Personal Genomics Taiwan announced on the 12th that the U.S. Court of Appeals has rejected the appeal of Pacific Biosciences, a global gene sequencing company, and upheld the judgment of the original U.S. Patent Tribunal (PTAB), confirming the US Patent No. owned by Personal Genomics Validity of 25 claims in 7,767,441.
Mr. Johnsee Lee, chairman of the Board of Directors of Personal Genomics, said that this is a significant victory for Personal Genomics in intellectual property rights protection and infringement litigation, and expressed confidence in future development.
Mr. Lee said that Personal Genomics has used the advantages of Taiwan’s semiconductors and optoelectronics, combined with cross-field technologies such as biotechnology, material chemistry, and information, to design and develop a highly efficient continuous single-molecule gene sequencing technology, which is the so-called third-generation sequencing technology, the company currently holds more than 190 patents around the world.
Pacific Biosciences, located in California, USA, is the world’s most advanced third-generation gene sequencing technology leader, and its sequencing technology and products have the advantages of fast speed and long sequence length.
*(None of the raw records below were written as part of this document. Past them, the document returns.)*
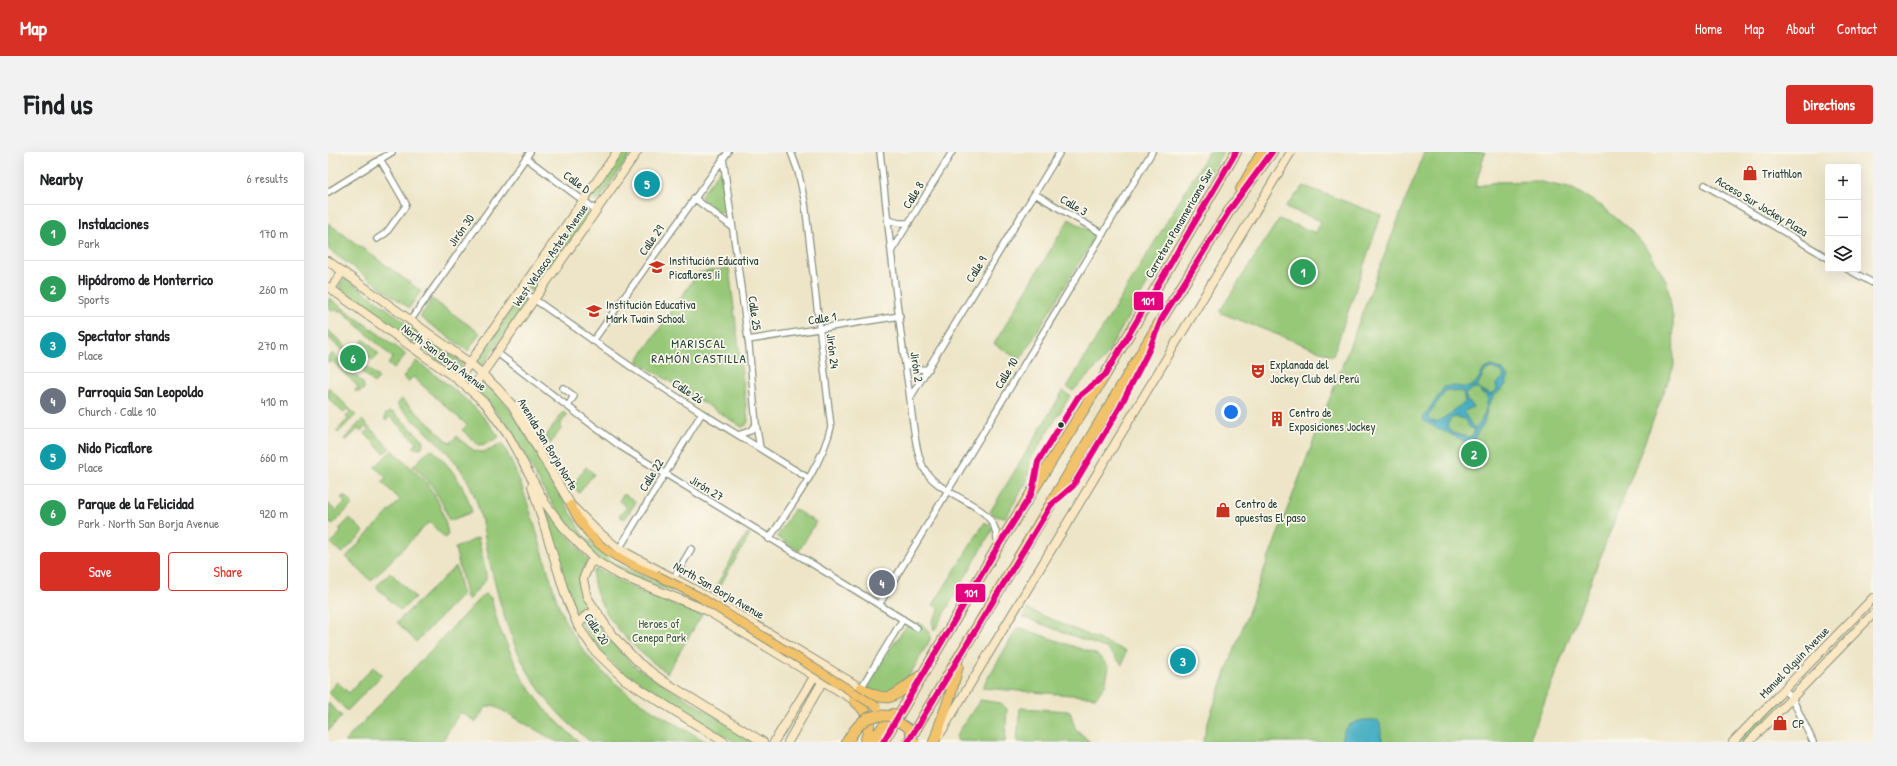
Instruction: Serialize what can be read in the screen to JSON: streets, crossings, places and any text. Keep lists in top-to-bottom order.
{
  "streets": {
    "highway": ["Carretera Panamericana Sur"],
    "main road": [
      "West Velasco Astete Avenue",
      "North San Borja Avenue",
      "Avenida San Borja Norte",
      "Calle 20",
      "Manuel Olguin Avenue"
    ],
    "street": [
      "Calle D",
      "Calle 8",
      "Calle 3",
      "Acceso Sur Jockey Plaza",
      "Jirón 30",
      "Calle 29",
      "Calle 9",
      "Calle 25",
      "Calle 1",
      "Jirón 24",
      "Jirón 2",
      "Calle 10",
      "Calle 26",
      "Calle 22",
      "Jirón 27"
    ]
  },
  "crossings": [
    ["Calle D", "Jirón 30"],
    ["Calle D", "West Velasco Astete Avenue"],
    ["Calle 8", "Jirón 2"],
    ["Calle 3", "Calle 9"],
    ["Calle 3", "Calle 10"],
    ["Carretera Panamericana Sur", "Jirón 2"],
    ["Jirón 30", "North San Borja Avenue"],
    ["Calle 29", "Calle 25"],
    ["Calle 29", "Calle 26"],
    ["West Velasco Astete Avenue", "North San Borja Avenue"],
    ["West Velasco Astete Avenue", "Calle 26"],
    ["West Velasco Astete Avenue", "Avenida San Borja Norte"],
    ["West Velasco Astete Avenue", "Jirón 27"],
    ["Calle 9", "Jirón 2"],
    ["Calle 25", "Calle 1"],
    ["Calle 25", "Calle 26"],
    ["Calle 1", "Jirón 24"],
    ["Calle 1", "Jirón 2"],
    ["Jirón 24", "Calle 26"],
    ["Jirón 24", "Jirón 27"],
    ["North San Borja Avenue", "Avenida San Borja Norte"],
    ["North San Borja Avenue", "Calle 22"],
    ["North San Borja Avenue", "Calle 20"],
    ["Jirón 2", "Calle 10"],
    ["Calle 10", "Jirón 27"],
    ["Calle 26", "Calle 22"],
    ["Calle 22", "Jirón 27"]
  ],
  "districts": ["MARISCAL RAMÓN CASTILLA"],
  "parks": ["Heroes of Cenepa Park"],
  "places": {
    "shop": ["Triathlon", "Centro de apuestas El paso", "CP"],
    "school or university": ["Institución Educativa Picaflores Ii", "Institución Educativa Mark Twain School"],
    "theatre": ["Explanada del Jockey Club del Perú"],
    "building": ["Centro de Exposiciones Jockey"]
  },
  "lines": ["transit line 101"],
  "page": {
    "header": "Map",
    "nav": [
      "Home",
      "Map",
      "About",
      "Contact"
    ],
    "title": "Find us",
    "buttons": [
      "Directions",
      ["Save", "Share"]
    ],
    "heading": ["Nearby", "6 results"],
    "map_buttons": ["+", "−"],
    "pins": [
      "5",
      "1",
      "6",
      "2",
      "4",
      "3"
    ],
    "list": [
      {
        "mark": "1",
        "name": "Instalaciones",
        "note": "Park",
        "value": "170 m"
      },
      {
        "mark": "2",
        "name": "Hipódromo de Monterrico",
        "note": "Sports",
        "value": "260 m"
      },
      {
        "mark": "3",
        "name": "Spectator stands",
        "note": "Place",
        "value": "270 m"
      },
      {
        "mark": "4",
        "name": "Parroquia San Leopoldo",
        "note": "Church · Calle 10",
        "value": "410 m"
      },
      {
        "mark": "5",
        "name": "Nido Picaflore",
        "note": "Place",
        "value": "660 m"
      },
      {
        "mark": "6",
        "name": "Parque de la Felicidad",
        "note": "Park · North San Borja Avenue",
        "value": "920 m"
      }
    ]
  }
}
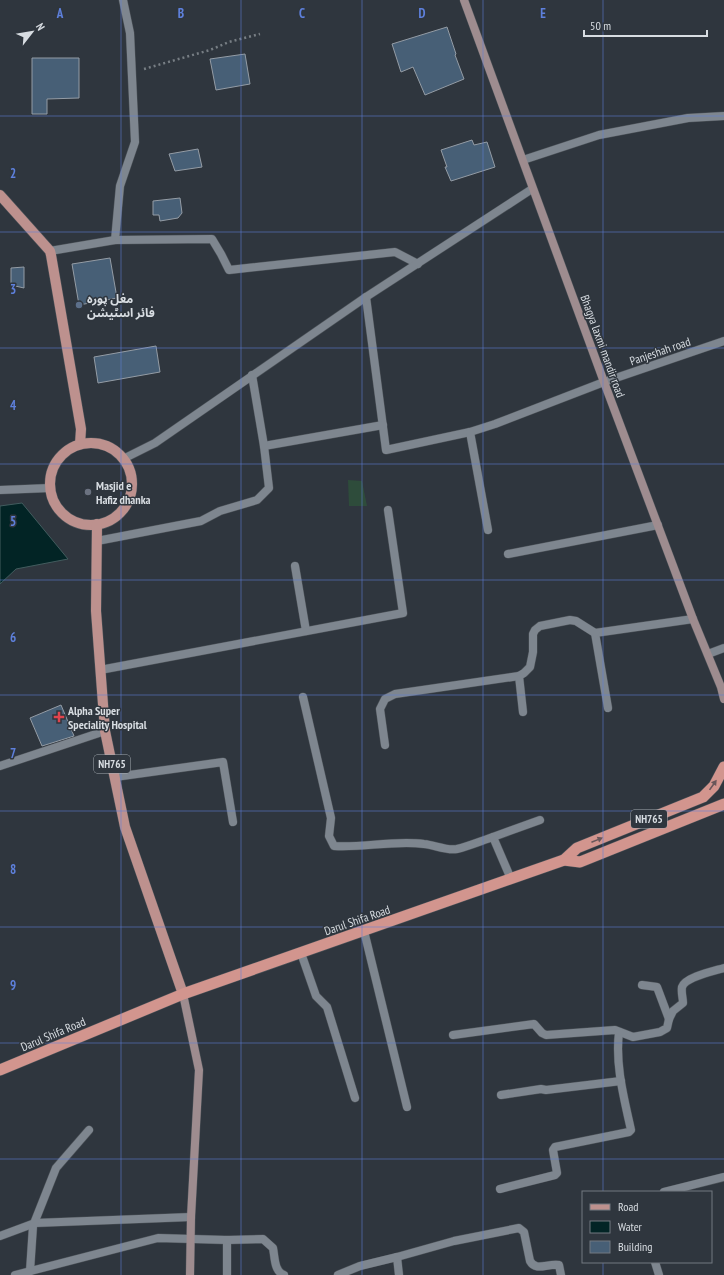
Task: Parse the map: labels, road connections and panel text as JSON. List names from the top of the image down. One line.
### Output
{"streets":{"highway":["NH765","Darul Shifa Road"],"main road":["Bhagya laxmi mandir road"],"street":["Panjeshah road"]},"crossings":[["Bhagya laxmi mandir road","Panjeshah road"],["NH765","Darul Shifa Road"]],"places":{"other":["مغل پورہ فائر اسٹیشن","Masjid e Hafiz dhanka"],"health":["Alpha Super Speciality Hospital"]},"legend":["Road","Water","Building"],"scale_bar":"50 m","north":"top right","grid":{"columns":["A","B","C","D","E"],"rows":["2","3","4","5","6","7","8","9"]}}
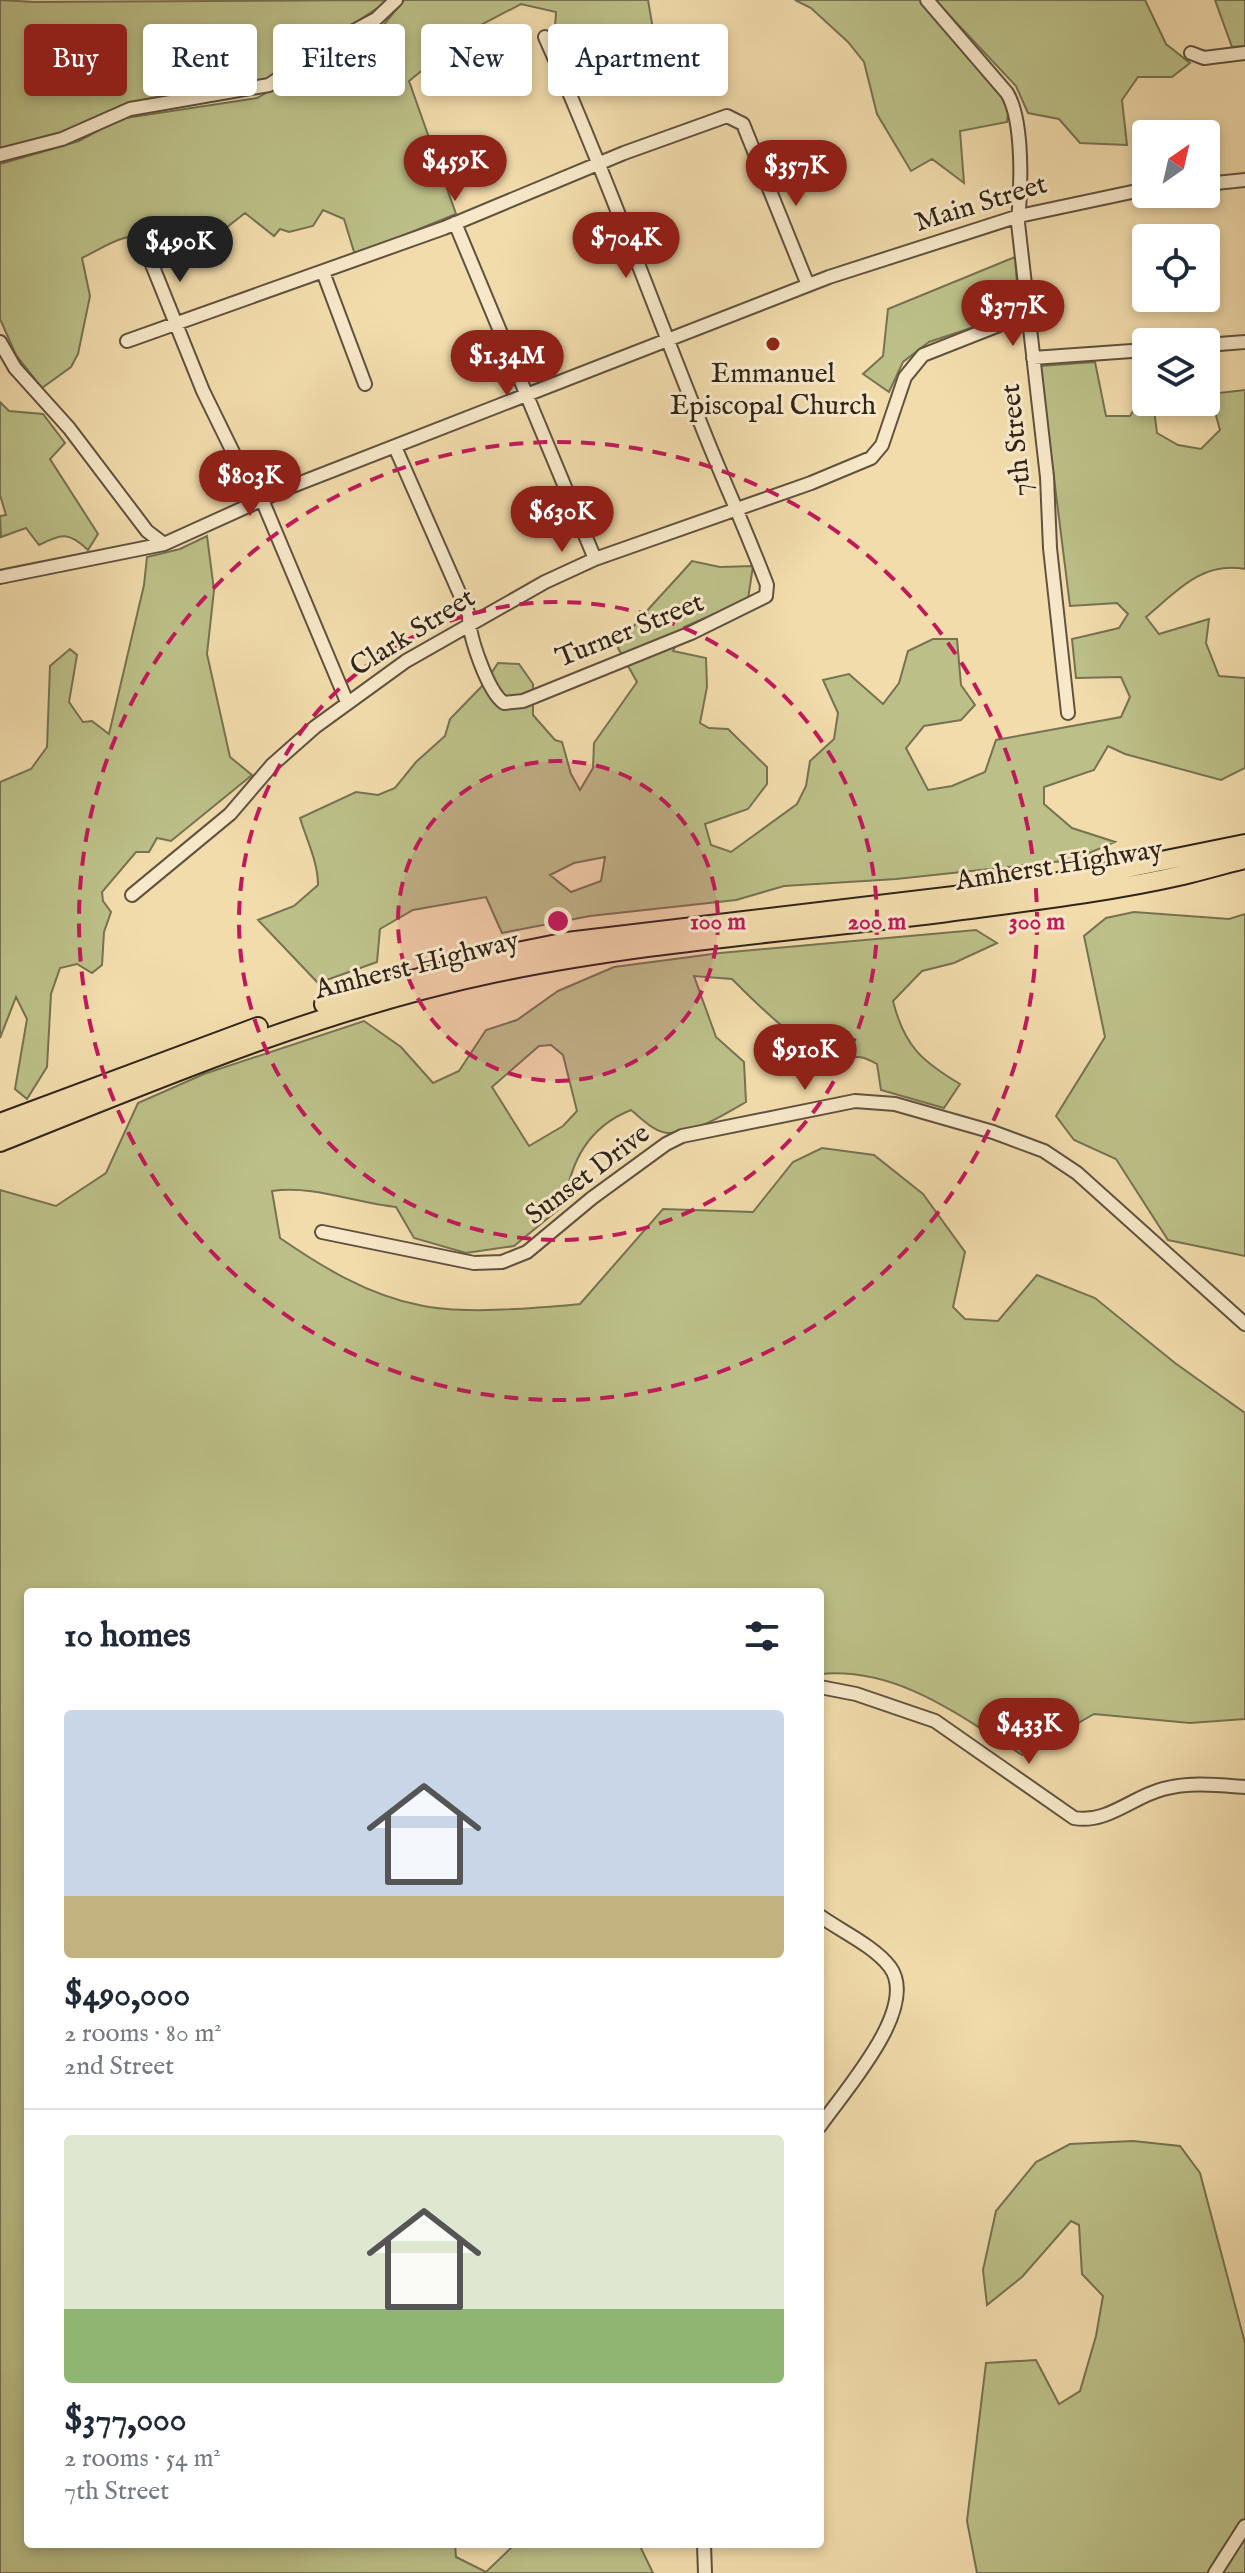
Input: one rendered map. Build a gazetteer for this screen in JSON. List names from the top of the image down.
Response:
{
  "streets": {
    "highway": ["Amherst Highway"],
    "street": [
      "Main Street",
      "7th Street",
      "Turner Street",
      "Clark Street",
      "Sunset Drive"
    ]
  },
  "crossings": [
    ["Main Street", "7th Street"],
    ["7th Street", "Clark Street"],
    ["Turner Street", "Clark Street"]
  ],
  "places": ["Emmanuel Episcopal Church"],
  "north": "top right",
  "page": {
    "chip": [
      "Buy",
      "Rent",
      "Filters",
      "New",
      "Apartment"
    ],
    "price": [
      "$459K",
      "$357K",
      "$704K",
      "$490K",
      "$377K",
      "$1.34M",
      "$803K",
      "$630K",
      "$910K",
      "$433K"
    ],
    "heading": "10 homes",
    "list": [
      {
        "name": "$490,000",
        "note": "2 rooms · 80 m² · 2nd Street"
      },
      {
        "name": "$377,000",
        "note": "2 rooms · 54 m² · 7th Street"
      }
    ]
  },
  "rings": ["100 m", "200 m", "300 m"]
}
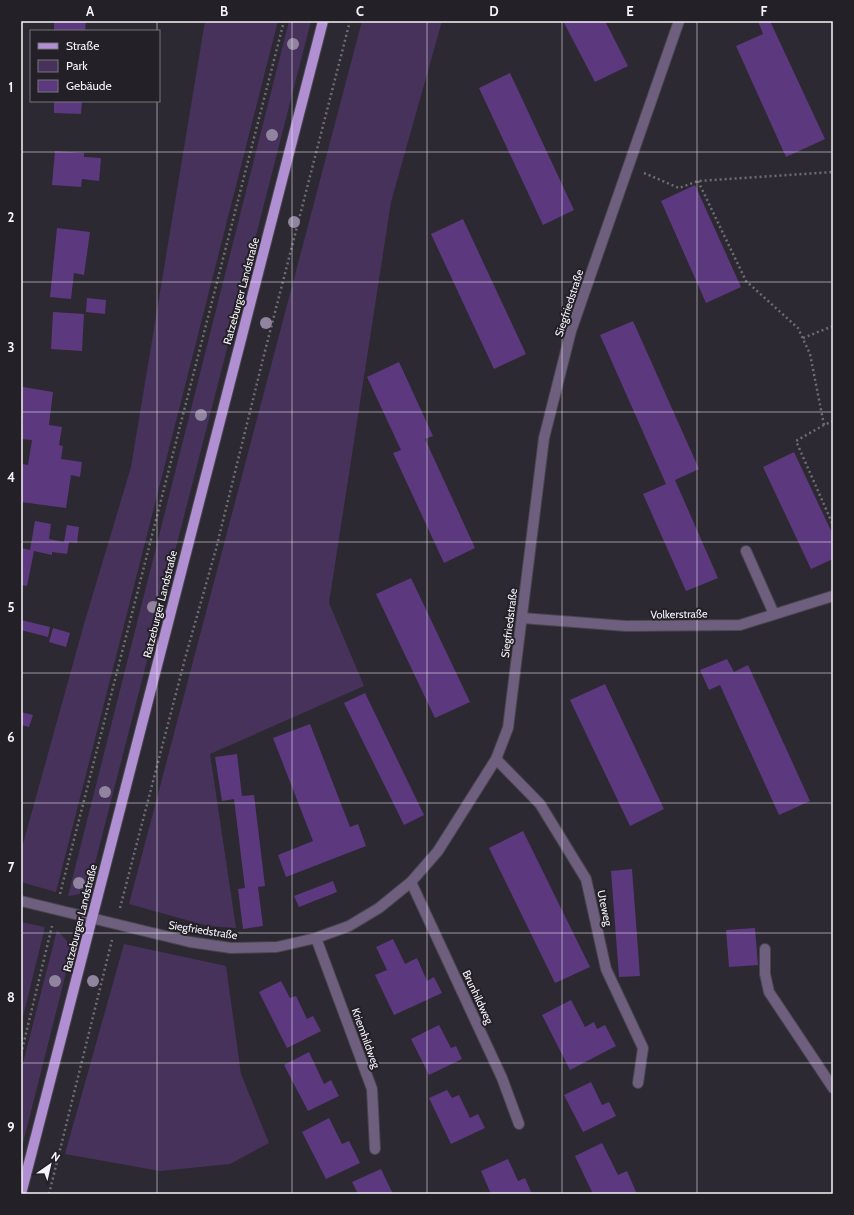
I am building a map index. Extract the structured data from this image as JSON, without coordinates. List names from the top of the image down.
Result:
{
  "streets": {
    "main road": ["Ratzeburger Landstraße"],
    "street": [
      "Siegfriedstraße",
      "Volkerstraße",
      "Uteweg",
      "Brunhildweg",
      "Kriemhildweg"
    ]
  },
  "crossings": [
    ["Ratzeburger Landstraße", "Siegfriedstraße"],
    ["Siegfriedstraße", "Volkerstraße"],
    ["Siegfriedstraße", "Uteweg"],
    ["Siegfriedstraße", "Brunhildweg"],
    ["Siegfriedstraße", "Kriemhildweg"]
  ],
  "legend": ["Straße", "Park", "Gebäude"],
  "north": "top right",
  "grid": {
    "columns": [
      "A",
      "B",
      "C",
      "D",
      "E",
      "F"
    ],
    "rows": [
      "1",
      "2",
      "3",
      "4",
      "5",
      "6",
      "7",
      "8",
      "9"
    ]
  }
}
Personal Genomics Taiwan filed a lawsuit in a U.S. court in 2019, accusing Pacific Biosciences of deliberately infringing the patent rights of Personal Genomics Taiwan.
The infringement lawsuit filed by Personal Genomics mainly accuses Pacific Biosciences of infringing the patented technology owned by Personal Genomics for constructing single-molecule sequencing on CMOS semiconductor photosensitive wafers, and believes that the company’s newest third-generation sequencing systems, such as Sequel, Sequel II, and Revio, are superior to the previous RS series of products because of this patented technology.
The complaint also mentioned that Pacific Biosciences has had many discussions with Personal Genomics in the past few years. In addition to trying to understand how to apply semiconductor chips and optoelectronic technologies to third-generation gene sequencing, it also proposed cooperation and patent licensing to Personal Genomics. The failure of the plan fully demonstrated that Pacific Biotech was aware of the existence of the patent but was still manufacturing and selling infringing sequenced products without authorization, so it sued the other party for intentional infringement.
The complaint also mentioned that in the past few years, Pacific Biosciences had repeatedly negotiated with Personal Genomics, and in addition to trying to understand how to apply semiconductor chips and optoelectronic technology to third-generation gene sequencing, it also proposed cooperation and patent licensing plans to the company without success, which fully showed that Pacific Biosciences was aware of the existence of the patent, but still manufactured and sold the infringing sequencing products without authorization, and therefore sued the other party for intentional infringement.